Taped discreetly to the cpu of my office computer, shaded by the stack of papers that sits atop it, is one basic, succinct quote: “Nearly all men can stand adversity, but if you want to test a man’s character, give him power.” Few people realize it is there, tape curling, corners ripped, its clean Helvetica typeface speaking volumes. But while it goes unnoticed by most, it reminds me daily of two important things – all men are not created equal, at least when it comes to power, and one man can indeed make a difference, even if it’s only on a small scale.
Power is something anyone can achieve. What truly matters is what is done with it.
Here’s a look at those individuals who have made an impression on us of late, our movers and shakers if you will, our most influential people. It is not, by no means, an accounting of every wonderful person along the Crystal Coast; there are simply too many for any publication to feature. These are, instead, those who we plan to keep an eye on, not because we think they’re up to mischief, but because we think we might be able to learn something.
When discussing her nomination of Patrick Conneely for an Outrageous Customer Service Award presented by the Carteret County Chamber of Commerce, Shawn Cherry hit the nail on the head in describing her visits to Morehead City’s Chik-fil-A.
“Their positive and energetic enthusiasm makes me feel better about everything. I am suddenly very aware of the lack of good service from other places and industries. And it makes me do a check on myself … am I being polite? Am I being helpful? Do I make people feel welcome? It’s not often that a restaurant – or any business really – especially one staffed with young people, makes me want to be a better person.”
Employer of the Year, Outrageous Customer Service Award, these are milestones for Patrick Conneely, but they are by no means the mission. For the Conneely’s, helping young people develop their professional skills as well as a strong code of ethics is the most important matter at hand.
We’d heard stories of their outreach through the years. A young person without a home was employed, mentored and matched with a fellow co-worker as roommates. A student who lacked transportation when it came time to go off to college was moved in before the first day of classes. The young man currently finishing his paralegal training under his guidance; the former employees working at local banks. With a job at Chik-fil-A, life lessons come free of charge, from developing a personal code of ethics to budgeting and volunteerism.
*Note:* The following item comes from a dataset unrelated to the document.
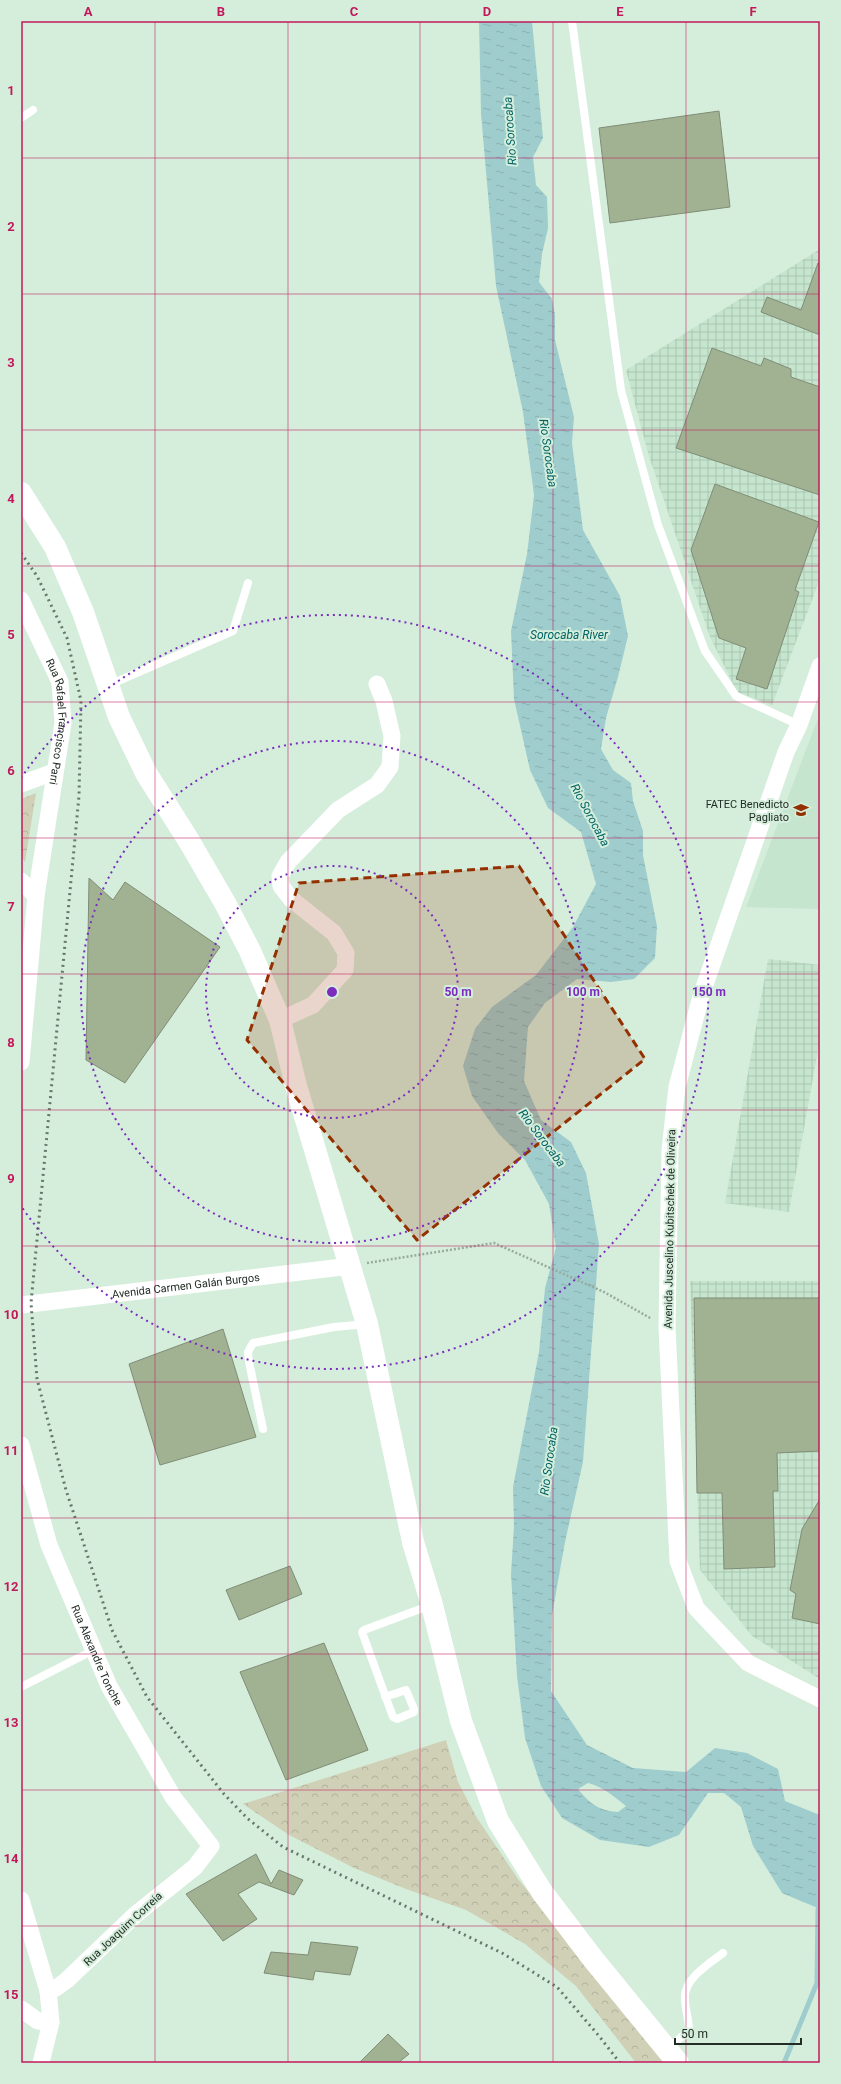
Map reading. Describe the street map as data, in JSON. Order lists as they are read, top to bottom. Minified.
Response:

The restaurant employs about 20 high school students and 20-25 community college students at any one time, according to Patrick’s wife Laura. And daily, Conneely can be found in the thick of things – at the drive through window, in the kitchen, cleaning the dining room.
“Our employees work so hard for us. Ten times harder than you would find in a corporate setting,” she said. “And sometime they just need an extra boost, a little guidance. Many young people today don’t have someone to show them what to do next. We’re so glad that we are in a position where we are able to help out a little bit.
“It sounds like a lot when you say it out loud, but when you’re in the middle of life, when living it, we’re so in it that sometimes we almost forget that this isn’t the traditional normal,” Laura admits. “To love people, to help people move to the next step if the help is needed, that’s really why we’re here.”
Patrick, she said, is an incredibly humble man and that is perhaps what makes his efforts so appealing. While always moved and appreciative, he gets a little embarrassed by the recognition that comes his way. The biggest compliment of all, she said, is when local companies request that he speak on leadership – which he will be doing later this month with a group of teachers.
“That just isn’t why he does it,” said Laura. “His goal is to inspire others and that’s when he is most in his element.”
Certainly the environment at the fast food chain is partly credited to the impeccable business model created by Chik-fil-A, however, it takes an individual to pick up those tenets and run with them. Patrick doesn’t jog. The former offensive captain for the UNC-Chapel Hill Tar Heels who helped lead the team to victory over Arkansas in the 1995 Carquest Bowl has been in a full sprint since he left the field. And he shows no signs of slowing down anytime soon. From Spirit Nights that donate a portion of their proceeds to area nonprofits to the green team that works with local high schools students to promote environmental stewardship, Chik-fil-A and Patrick Conneely are incredible assets to the community.
Travis Burt & Keith Byrd
North Carolina Secretary of Commerce John Skvarla, III, made a stop in Emerald Isle on Aug. 17, not to discuss policy as one might assume, but rather to share his remarks at the groundbreaking ceremony for the only company in Carteret County listed on Inc. Magazine’s list of the 5,000 fastest growing private companies in America.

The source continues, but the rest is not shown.